Exercise requirements ▸ Make an exact copy of the entries below and leave any picture out of it.

Records from a dataset
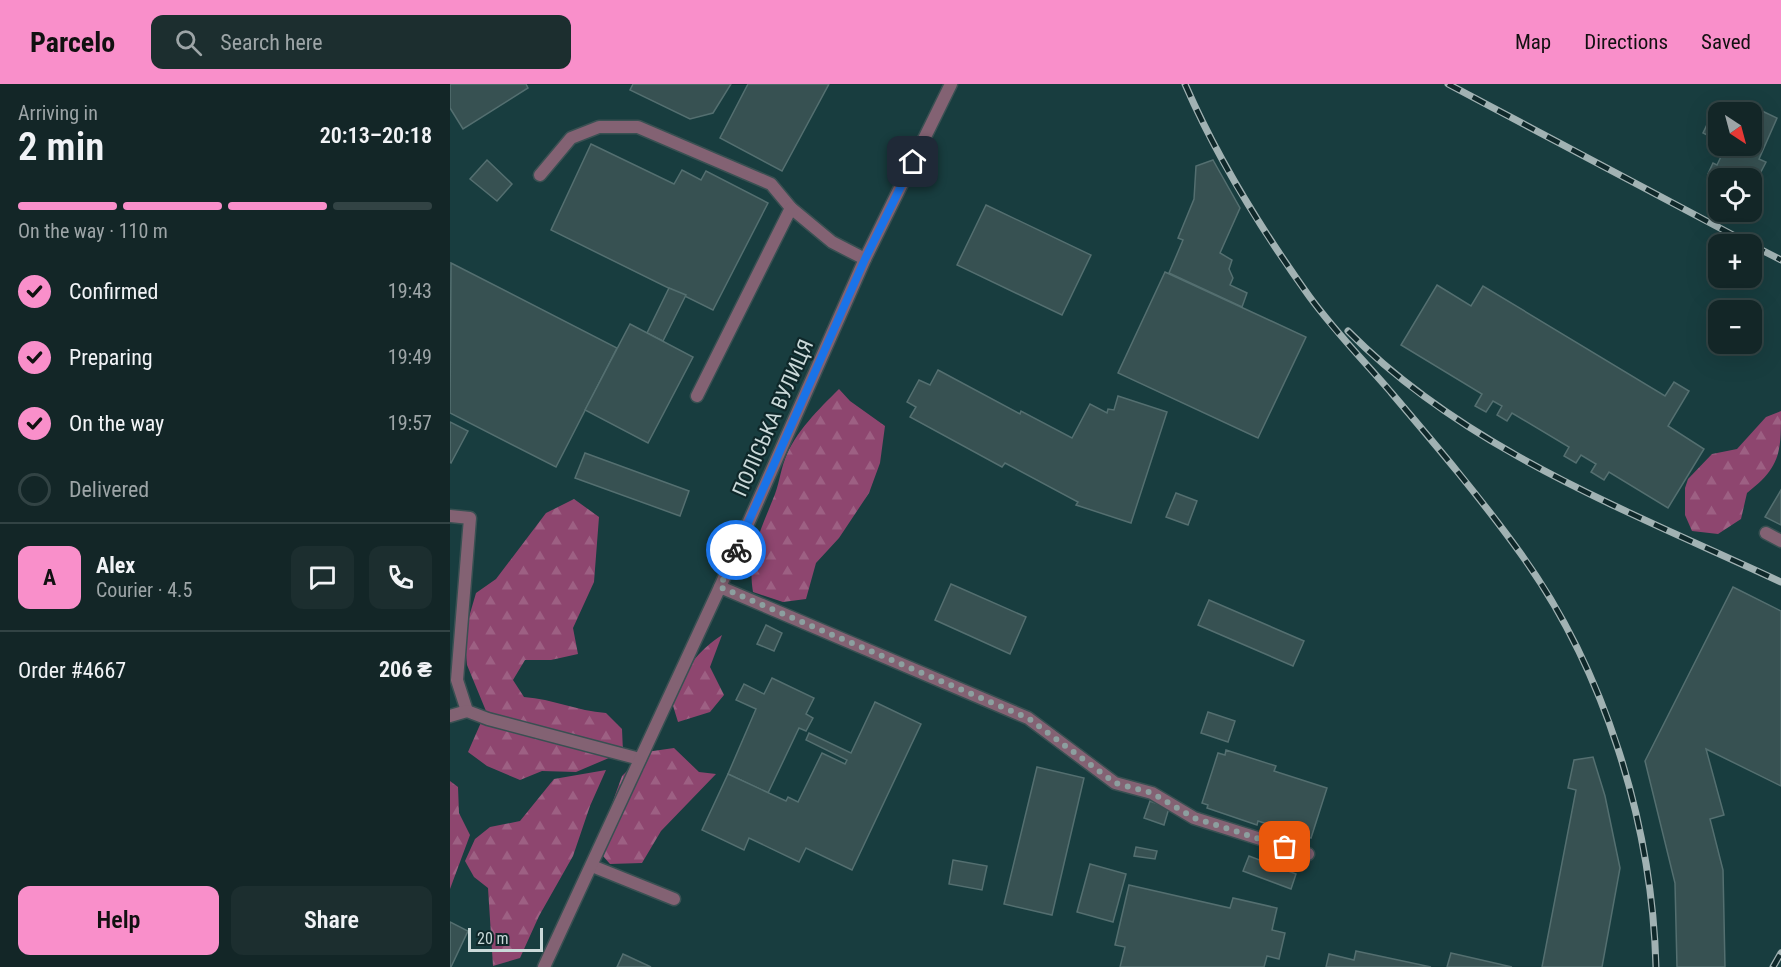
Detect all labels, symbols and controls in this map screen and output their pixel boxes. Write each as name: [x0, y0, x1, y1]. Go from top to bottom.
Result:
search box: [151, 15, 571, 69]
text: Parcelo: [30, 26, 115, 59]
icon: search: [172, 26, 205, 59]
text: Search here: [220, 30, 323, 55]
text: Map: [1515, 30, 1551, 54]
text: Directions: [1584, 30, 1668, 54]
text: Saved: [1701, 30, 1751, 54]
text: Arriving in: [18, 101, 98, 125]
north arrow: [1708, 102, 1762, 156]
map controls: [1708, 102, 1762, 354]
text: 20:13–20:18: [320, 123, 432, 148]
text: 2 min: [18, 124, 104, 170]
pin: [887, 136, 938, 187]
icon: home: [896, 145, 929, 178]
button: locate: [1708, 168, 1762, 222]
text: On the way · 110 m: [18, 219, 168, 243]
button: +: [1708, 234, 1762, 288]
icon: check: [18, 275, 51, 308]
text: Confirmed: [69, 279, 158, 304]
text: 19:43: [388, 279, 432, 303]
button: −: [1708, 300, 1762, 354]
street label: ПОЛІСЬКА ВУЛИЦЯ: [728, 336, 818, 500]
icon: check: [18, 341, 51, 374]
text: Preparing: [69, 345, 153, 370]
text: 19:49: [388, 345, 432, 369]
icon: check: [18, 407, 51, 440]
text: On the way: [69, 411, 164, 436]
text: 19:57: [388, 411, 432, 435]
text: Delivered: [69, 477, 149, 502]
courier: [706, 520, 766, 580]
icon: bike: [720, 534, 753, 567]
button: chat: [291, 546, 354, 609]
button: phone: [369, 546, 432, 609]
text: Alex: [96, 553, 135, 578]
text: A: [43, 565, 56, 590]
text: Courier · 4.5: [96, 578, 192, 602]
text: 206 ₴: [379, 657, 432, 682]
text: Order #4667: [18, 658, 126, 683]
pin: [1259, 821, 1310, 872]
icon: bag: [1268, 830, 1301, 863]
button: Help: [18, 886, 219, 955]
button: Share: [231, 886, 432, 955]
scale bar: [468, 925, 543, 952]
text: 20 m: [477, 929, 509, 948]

Written response ▸
Detect all labels, symbols and controls in this map screen and output their pixel boxes. Write each as name: [x0, y0, x1, y1]. Go from top to bottom.
Result:
search box: [151, 15, 571, 69]
text: Parcelo: [30, 26, 115, 59]
icon: search: [172, 26, 205, 59]
text: Search here: [220, 30, 323, 55]
text: Map: [1515, 30, 1551, 54]
text: Directions: [1584, 30, 1668, 54]
text: Saved: [1701, 30, 1751, 54]
text: Arriving in: [18, 101, 98, 125]
north arrow: [1708, 102, 1762, 156]
map controls: [1708, 102, 1762, 354]
text: 20:13–20:18: [320, 123, 432, 148]
text: 2 min: [18, 124, 104, 170]
pin: [887, 136, 938, 187]
icon: home: [896, 145, 929, 178]
button: locate: [1708, 168, 1762, 222]
text: On the way · 110 m: [18, 219, 168, 243]
button: +: [1708, 234, 1762, 288]
icon: check: [18, 275, 51, 308]
text: Confirmed: [69, 279, 158, 304]
text: 19:43: [388, 279, 432, 303]
button: −: [1708, 300, 1762, 354]
street label: ПОЛІСЬКА ВУЛИЦЯ: [728, 336, 818, 500]
icon: check: [18, 341, 51, 374]
text: Preparing: [69, 345, 153, 370]
text: 19:49: [388, 345, 432, 369]
icon: check: [18, 407, 51, 440]
text: On the way: [69, 411, 164, 436]
text: 19:57: [388, 411, 432, 435]
text: Delivered: [69, 477, 149, 502]
courier: [706, 520, 766, 580]
icon: bike: [720, 534, 753, 567]
button: chat: [291, 546, 354, 609]
button: phone: [369, 546, 432, 609]
text: Alex: [96, 553, 135, 578]
text: A: [43, 565, 56, 590]
text: Courier · 4.5: [96, 578, 192, 602]
text: 206 ₴: [379, 657, 432, 682]
text: Order #4667: [18, 658, 126, 683]
pin: [1259, 821, 1310, 872]
icon: bag: [1268, 830, 1301, 863]
button: Help: [18, 886, 219, 955]
button: Share: [231, 886, 432, 955]
scale bar: [468, 925, 543, 952]
text: 20 m: [477, 929, 509, 948]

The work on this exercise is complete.